A suivre. Kevin Quigagne.

Teenage Kicks démarre sa quatrième saison avec une preview des championnats de Football League (D2 à D4) et Premier League. A tout saigneur, tout honneur, on entame donc avec la D4. Et ouais, ce minot avec ses clubs tout pouilleux et leurs buvettes qui puent la Marmite. Mais ne pouffez pas trop vite car vous verrez que même la D4 anglaise, ça déchire.

La Football League, doyenne mondiale des championnats de clubs, fête ses 125 ans cette saison et a produit ce clip commémoratif, à voir absolument (particulièrement conseillé aux supporters d’Arsenal : à 3’20 on y voit les Gunners remporter le titre 1989…). Et si vous savez contourner la géolocalisation, ne manquez pas l’émission hebdomadaire The Football League Show.

Voir le classement après quatre journées (sur 46).

[Cliquer sur les photos peut rapporter gros]

Les prétendants à la montée

Une douzaine, pour 4 places… (3 automatiques + 1 aux play-offs).
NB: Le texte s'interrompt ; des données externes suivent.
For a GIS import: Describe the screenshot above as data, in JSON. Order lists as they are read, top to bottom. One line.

Portsmouth, listé d’office ici vu son standing mais Pompey doit encore gérer le club avec des scoubidous après quatre années cauchemardesques (51 % du club appartient depuis avril dernier à 2 000 supporters via le Portsmouth Supporters Trust et le reste à une douzaine de supporters fortunés ayant injecté plus de 50 000 £ chacun dans le nourrin – 3M £ furent collectés au total). Un Pompey qui était encore en Premier League en 2010 et faisait trembler l’AC Milan il y a cinq ans… Le manager et local legend Guy Whittingham a recruté malin, avec des joueurs talentueux (tel l’ailier Andy Barcham) et des vieux briscards comme Patrick Agyemang et David Connolly (voir plus bas). A mal démarré toutefois, 5 points.
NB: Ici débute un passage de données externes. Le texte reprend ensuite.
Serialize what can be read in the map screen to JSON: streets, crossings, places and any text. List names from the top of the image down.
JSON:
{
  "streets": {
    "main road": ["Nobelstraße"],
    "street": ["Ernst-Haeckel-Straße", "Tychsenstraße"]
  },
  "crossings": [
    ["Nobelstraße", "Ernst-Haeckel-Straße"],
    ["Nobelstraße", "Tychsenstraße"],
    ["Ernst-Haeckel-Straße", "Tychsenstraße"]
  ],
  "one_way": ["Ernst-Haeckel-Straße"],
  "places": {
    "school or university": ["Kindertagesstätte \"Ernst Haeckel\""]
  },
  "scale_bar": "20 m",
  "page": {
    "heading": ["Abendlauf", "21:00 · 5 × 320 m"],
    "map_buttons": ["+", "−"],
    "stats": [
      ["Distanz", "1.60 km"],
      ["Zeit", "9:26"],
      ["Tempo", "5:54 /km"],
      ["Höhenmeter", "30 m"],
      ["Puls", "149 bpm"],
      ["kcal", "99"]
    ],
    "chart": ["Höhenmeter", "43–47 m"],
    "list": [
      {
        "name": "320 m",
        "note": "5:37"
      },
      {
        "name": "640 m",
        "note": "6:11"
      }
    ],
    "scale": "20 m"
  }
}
Le fameux John Portsmouth Football Club Westwood (c'est son blaze officiel, si si)

Le fameux John Portsmouth Football Club Westwood (c'est son nom officiel, si si)
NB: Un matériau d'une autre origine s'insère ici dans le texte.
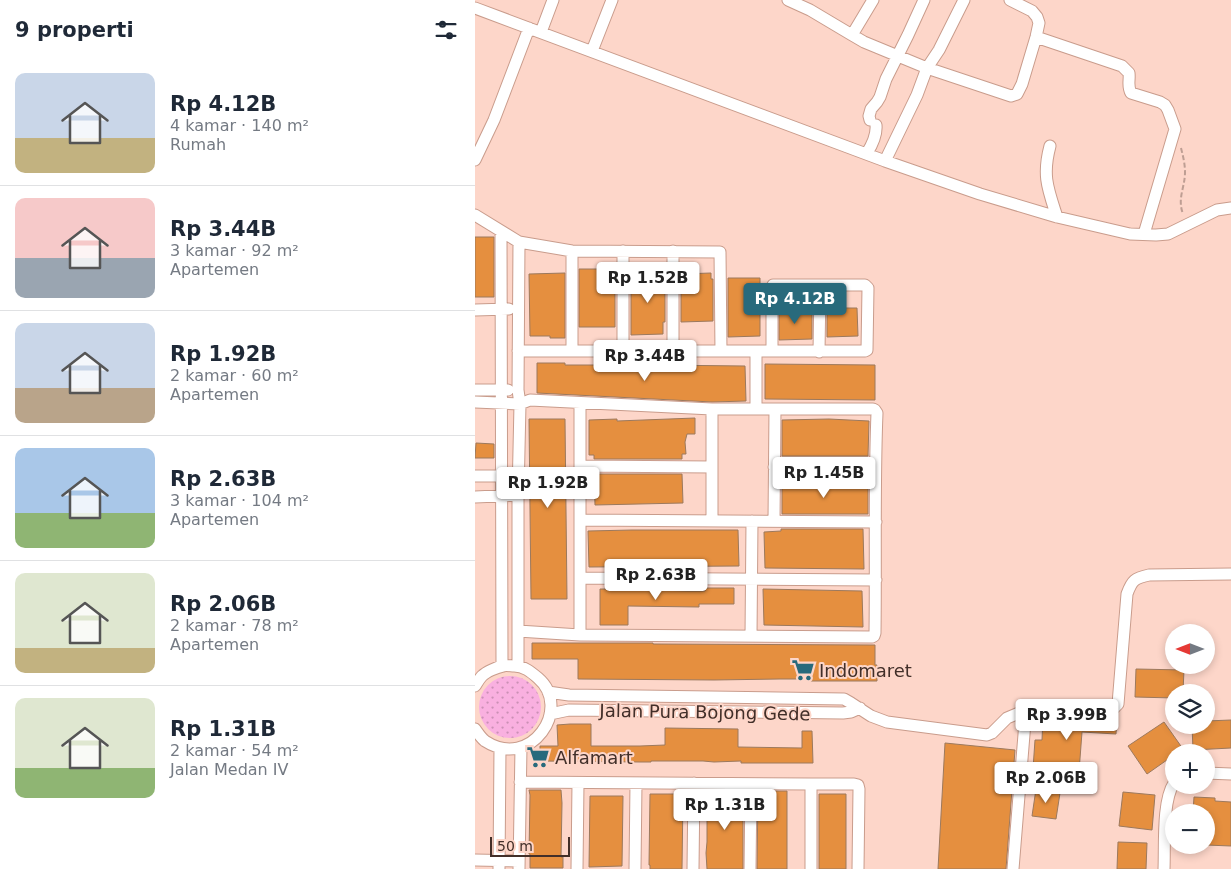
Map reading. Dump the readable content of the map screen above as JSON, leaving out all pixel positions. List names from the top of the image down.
{
  "streets": {
    "street": ["Jalan Pura Bojong Gede"]
  },
  "places": {
    "supermarket": ["Indomaret", "Alfamart"]
  },
  "scale_bar": "50 m",
  "north": "left",
  "page": {
    "heading": "9 properti",
    "list": [
      {
        "name": "Rp 4.12B",
        "note": "4 kamar · 140 m² · Rumah"
      },
      {
        "name": "Rp 3.44B",
        "note": "3 kamar · 92 m² · Apartemen"
      },
      {
        "name": "Rp 1.92B",
        "note": "2 kamar · 60 m² · Apartemen"
      },
      {
        "name": "Rp 2.63B",
        "note": "3 kamar · 104 m² · Apartemen"
      },
      {
        "name": "Rp 2.06B",
        "note": "2 kamar · 78 m² · Apartemen"
      },
      {
        "name": "Rp 1.31B",
        "note": "2 kamar · 54 m² · Jalan Medan IV"
      }
    ],
    "price": [
      "Rp 1.52B",
      "Rp 4.12B",
      "Rp 3.44B",
      "Rp 1.45B",
      "Rp 1.92B",
      "Rp 2.63B",
      "Rp 3.99B",
      "Rp 2.06B",
      "Rp 1.31B"
    ],
    "map_buttons": ["+", "−"],
    "scale": "50 m"
  }
}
Chesterfield jouera la montée automatique. Les Spireites ont tout pour atteindre leur objectif : groupe expérimenté, gros recrutement, bonnes affluences et propriétaire aisé, le controversé Dave Allen, bien connu des supporters de Sheffield Wednesday… (voir  ici).

Oxford United devrait être aux avant-postes en fin de saison ainsi que Cheltenham, barragiste pour la montée en D3 ces trois dernières saisons ! (et qui a tenu la dragée haute à West Ham hier soir en Coupe de la Ligue, défaite 2-1).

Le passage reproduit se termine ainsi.